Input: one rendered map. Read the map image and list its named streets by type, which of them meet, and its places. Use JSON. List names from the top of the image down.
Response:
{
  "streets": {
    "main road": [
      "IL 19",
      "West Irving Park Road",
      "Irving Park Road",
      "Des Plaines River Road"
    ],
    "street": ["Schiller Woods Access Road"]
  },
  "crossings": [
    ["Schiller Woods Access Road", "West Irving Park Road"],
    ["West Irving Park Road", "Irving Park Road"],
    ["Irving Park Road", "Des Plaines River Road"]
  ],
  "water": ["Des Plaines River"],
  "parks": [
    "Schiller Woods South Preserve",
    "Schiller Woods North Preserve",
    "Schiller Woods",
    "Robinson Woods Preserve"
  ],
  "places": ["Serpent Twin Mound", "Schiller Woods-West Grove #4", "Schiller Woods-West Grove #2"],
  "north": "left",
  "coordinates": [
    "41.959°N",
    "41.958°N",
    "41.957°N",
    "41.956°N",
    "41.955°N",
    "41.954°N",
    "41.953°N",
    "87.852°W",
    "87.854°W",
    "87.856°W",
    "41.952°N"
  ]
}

...

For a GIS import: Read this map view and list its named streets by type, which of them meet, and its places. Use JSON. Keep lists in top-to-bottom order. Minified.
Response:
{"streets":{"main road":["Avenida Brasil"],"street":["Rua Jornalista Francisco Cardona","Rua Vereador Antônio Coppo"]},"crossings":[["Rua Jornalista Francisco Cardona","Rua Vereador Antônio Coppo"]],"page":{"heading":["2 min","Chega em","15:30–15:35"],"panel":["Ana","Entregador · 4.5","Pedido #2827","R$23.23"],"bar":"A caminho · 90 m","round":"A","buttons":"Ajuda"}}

...

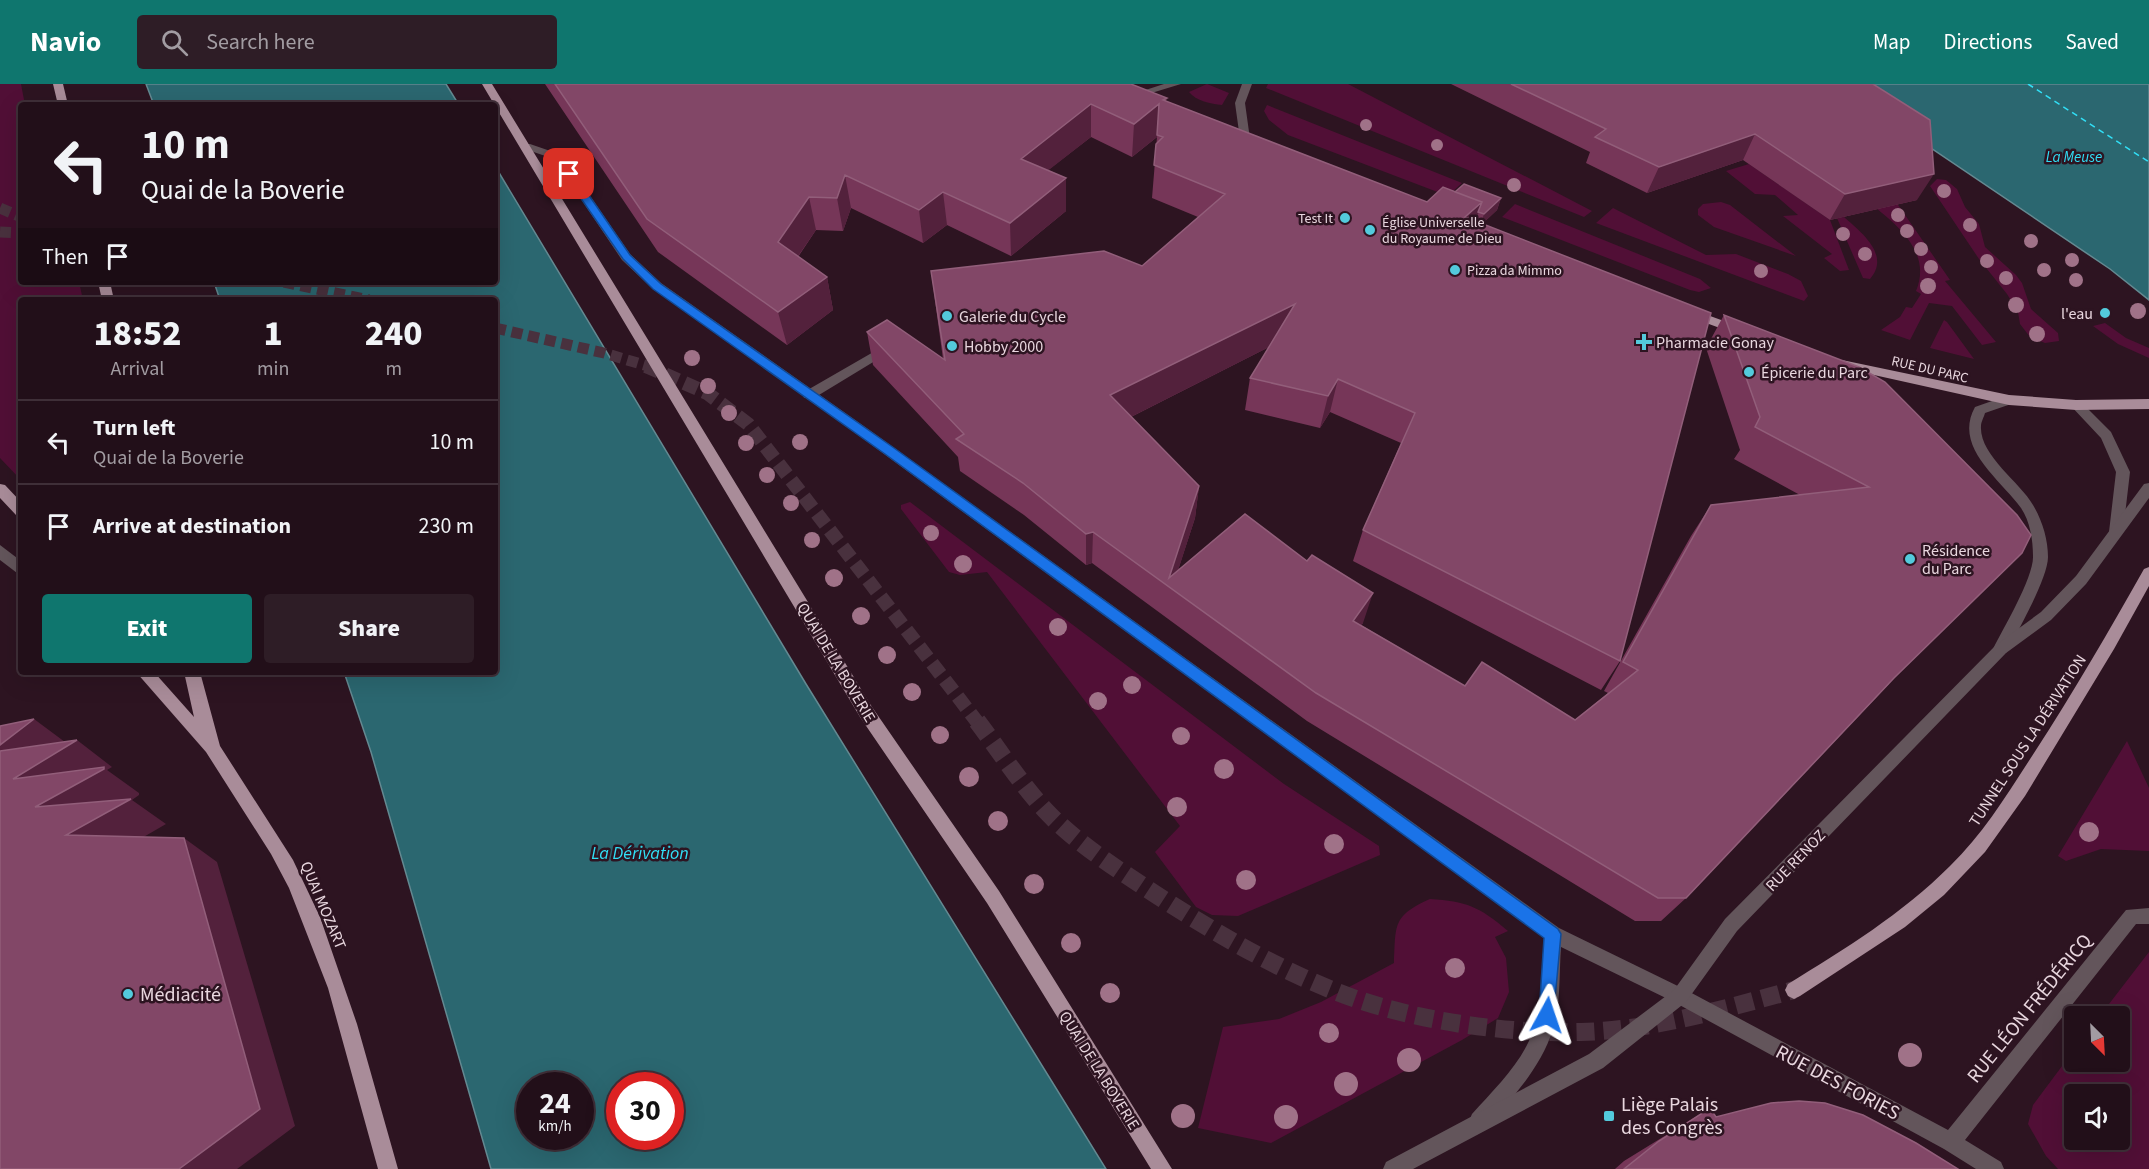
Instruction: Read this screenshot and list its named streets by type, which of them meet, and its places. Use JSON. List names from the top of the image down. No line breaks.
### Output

## What you will do
Count every line in the listing above that holds "from", then report only the count.

## Answer space
2